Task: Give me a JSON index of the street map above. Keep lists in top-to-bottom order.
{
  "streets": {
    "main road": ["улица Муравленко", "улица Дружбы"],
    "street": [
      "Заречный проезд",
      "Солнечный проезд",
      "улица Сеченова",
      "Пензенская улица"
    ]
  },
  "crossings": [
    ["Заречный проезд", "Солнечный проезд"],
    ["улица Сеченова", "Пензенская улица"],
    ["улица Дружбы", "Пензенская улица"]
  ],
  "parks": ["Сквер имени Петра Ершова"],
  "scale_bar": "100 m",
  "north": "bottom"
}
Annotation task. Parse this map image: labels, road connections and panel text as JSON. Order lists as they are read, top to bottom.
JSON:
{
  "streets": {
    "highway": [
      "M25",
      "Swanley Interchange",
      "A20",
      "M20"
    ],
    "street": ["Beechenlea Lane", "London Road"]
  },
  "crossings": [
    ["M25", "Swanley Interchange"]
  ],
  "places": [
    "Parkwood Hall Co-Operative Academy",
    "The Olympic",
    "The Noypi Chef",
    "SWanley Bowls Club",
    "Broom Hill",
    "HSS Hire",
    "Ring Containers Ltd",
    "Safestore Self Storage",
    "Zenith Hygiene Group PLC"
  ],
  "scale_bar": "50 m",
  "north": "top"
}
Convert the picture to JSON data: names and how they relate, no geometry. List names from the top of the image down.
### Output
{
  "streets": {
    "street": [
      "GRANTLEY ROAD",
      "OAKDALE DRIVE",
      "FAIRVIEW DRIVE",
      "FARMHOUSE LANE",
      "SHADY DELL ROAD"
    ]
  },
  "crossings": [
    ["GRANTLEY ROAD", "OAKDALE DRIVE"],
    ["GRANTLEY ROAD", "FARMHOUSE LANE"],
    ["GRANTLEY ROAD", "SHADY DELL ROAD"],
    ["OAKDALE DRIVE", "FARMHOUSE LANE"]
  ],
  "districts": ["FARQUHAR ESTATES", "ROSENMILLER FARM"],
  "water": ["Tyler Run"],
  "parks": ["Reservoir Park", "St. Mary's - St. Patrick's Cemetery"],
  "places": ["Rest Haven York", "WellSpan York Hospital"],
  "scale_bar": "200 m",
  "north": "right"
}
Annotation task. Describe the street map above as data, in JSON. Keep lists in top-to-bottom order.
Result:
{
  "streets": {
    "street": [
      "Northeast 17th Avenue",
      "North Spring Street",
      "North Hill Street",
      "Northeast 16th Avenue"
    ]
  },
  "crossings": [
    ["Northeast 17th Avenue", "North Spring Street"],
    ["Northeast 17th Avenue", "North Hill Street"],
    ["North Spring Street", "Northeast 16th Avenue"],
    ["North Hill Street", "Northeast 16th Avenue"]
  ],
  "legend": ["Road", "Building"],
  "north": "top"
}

What is expected. Lines containing the string "they" are the ones to copy from the entries above.

Result of this exercise.
Annotation task. Parse this map image: labels, road connections and panel text as JSON. Order lists as they are read, top to bottom.
Convert the picture to JSON data: names and how they relate, no geometry. List names from the top of the image down.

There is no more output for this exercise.